Dietro le tensioni militari e le dichiarazioni pubbliche sempre più dure, la diplomazia tra Stati Uniti e Iran continua a muoversi su un binario parallelo, fatto di contatti riservati e ipotesi di compromesso. È in questo contesto che prende forma un possibile accordo, ancora in fase embrionale ma già carico di implicazioni geopolitiche, che potrebbe rappresentare un punto di svolta nella crisi.
Secondo quanto riportato da Axios, Washington e Teheran starebbero lavorando su un documento di tre pagine per arrivare a un’intesa complessiva che includa la fine delle ostilità e una gestione condivisa del dossier nucleare iraniano.
Il nodo dei 20 miliardi e dell’uranio arricchito
Al centro delle trattative ci sarebbe una proposta destinata a far discutere: lo sblocco di circa 20 miliardi di dollari di fondi iraniani congelati in cambio della rinuncia da parte di Teheran alle proprie scorte di uranio arricchito.

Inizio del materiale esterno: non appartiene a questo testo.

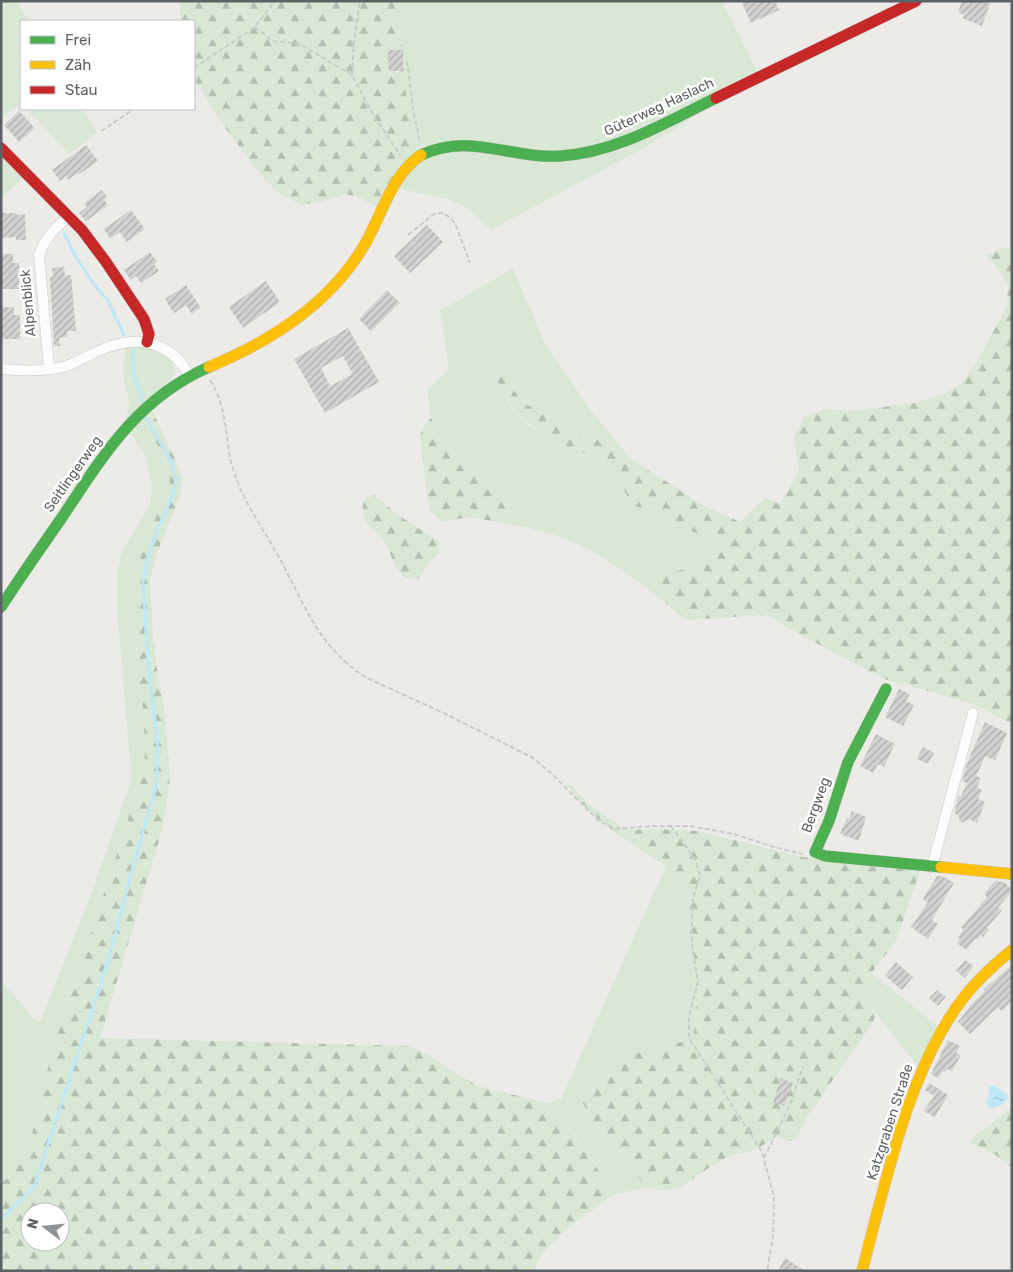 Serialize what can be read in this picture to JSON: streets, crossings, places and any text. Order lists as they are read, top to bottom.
{
  "streets": {
    "street": [
      "Güterweg Haslach",
      "Alpenblick",
      "Seitlingerweg",
      "Bergweg",
      "Katzgraben Straße"
    ]
  },
  "crossings": [
    ["Güterweg Haslach", "Seitlingerweg"]
  ],
  "legend": ["Frei", "Zäh", "Stau"],
  "north": "left"
} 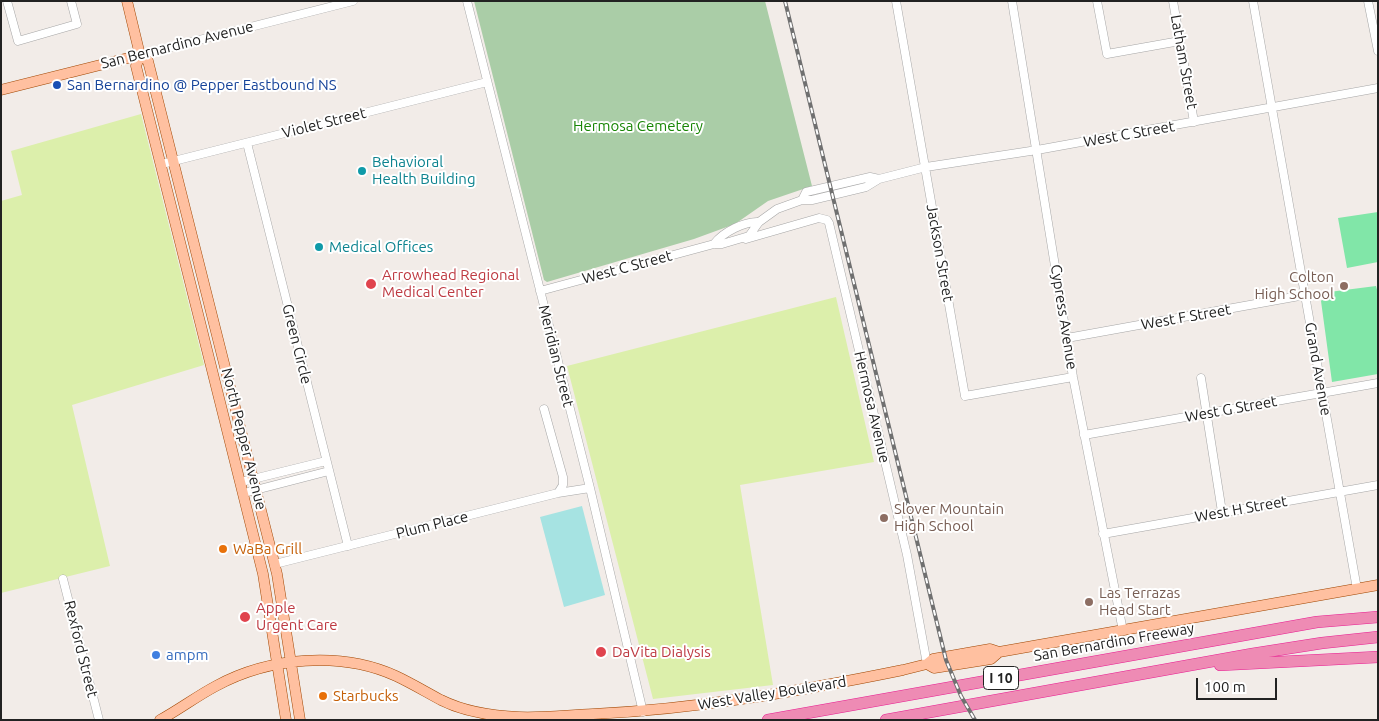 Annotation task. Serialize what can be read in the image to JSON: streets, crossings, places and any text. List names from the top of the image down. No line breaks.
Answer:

La cifra, secondo le fonti citate da Axios, rappresenta l’ipotesi più avanzata sul tavolo, anche se non ancora definitiva. Un funzionario americano ha precisato che si tratta di una proposta avanzata dagli Stati Uniti, mentre un’altra fonte ha parlato di “una delle tante opzioni in discussione”, segnalando come il negoziato sia ancora fluido.
Il punto cruciale resta la gestione del materiale nucleare. Washington spinge per una soluzione radicale, chiedendo che l’Iran trasferisca l’intero stock di uranio fuori dal Paese, mentre Teheran si mostra più prudente, accettando solo l’idea di ridurne il livello di arricchimento all’interno dei propri confini.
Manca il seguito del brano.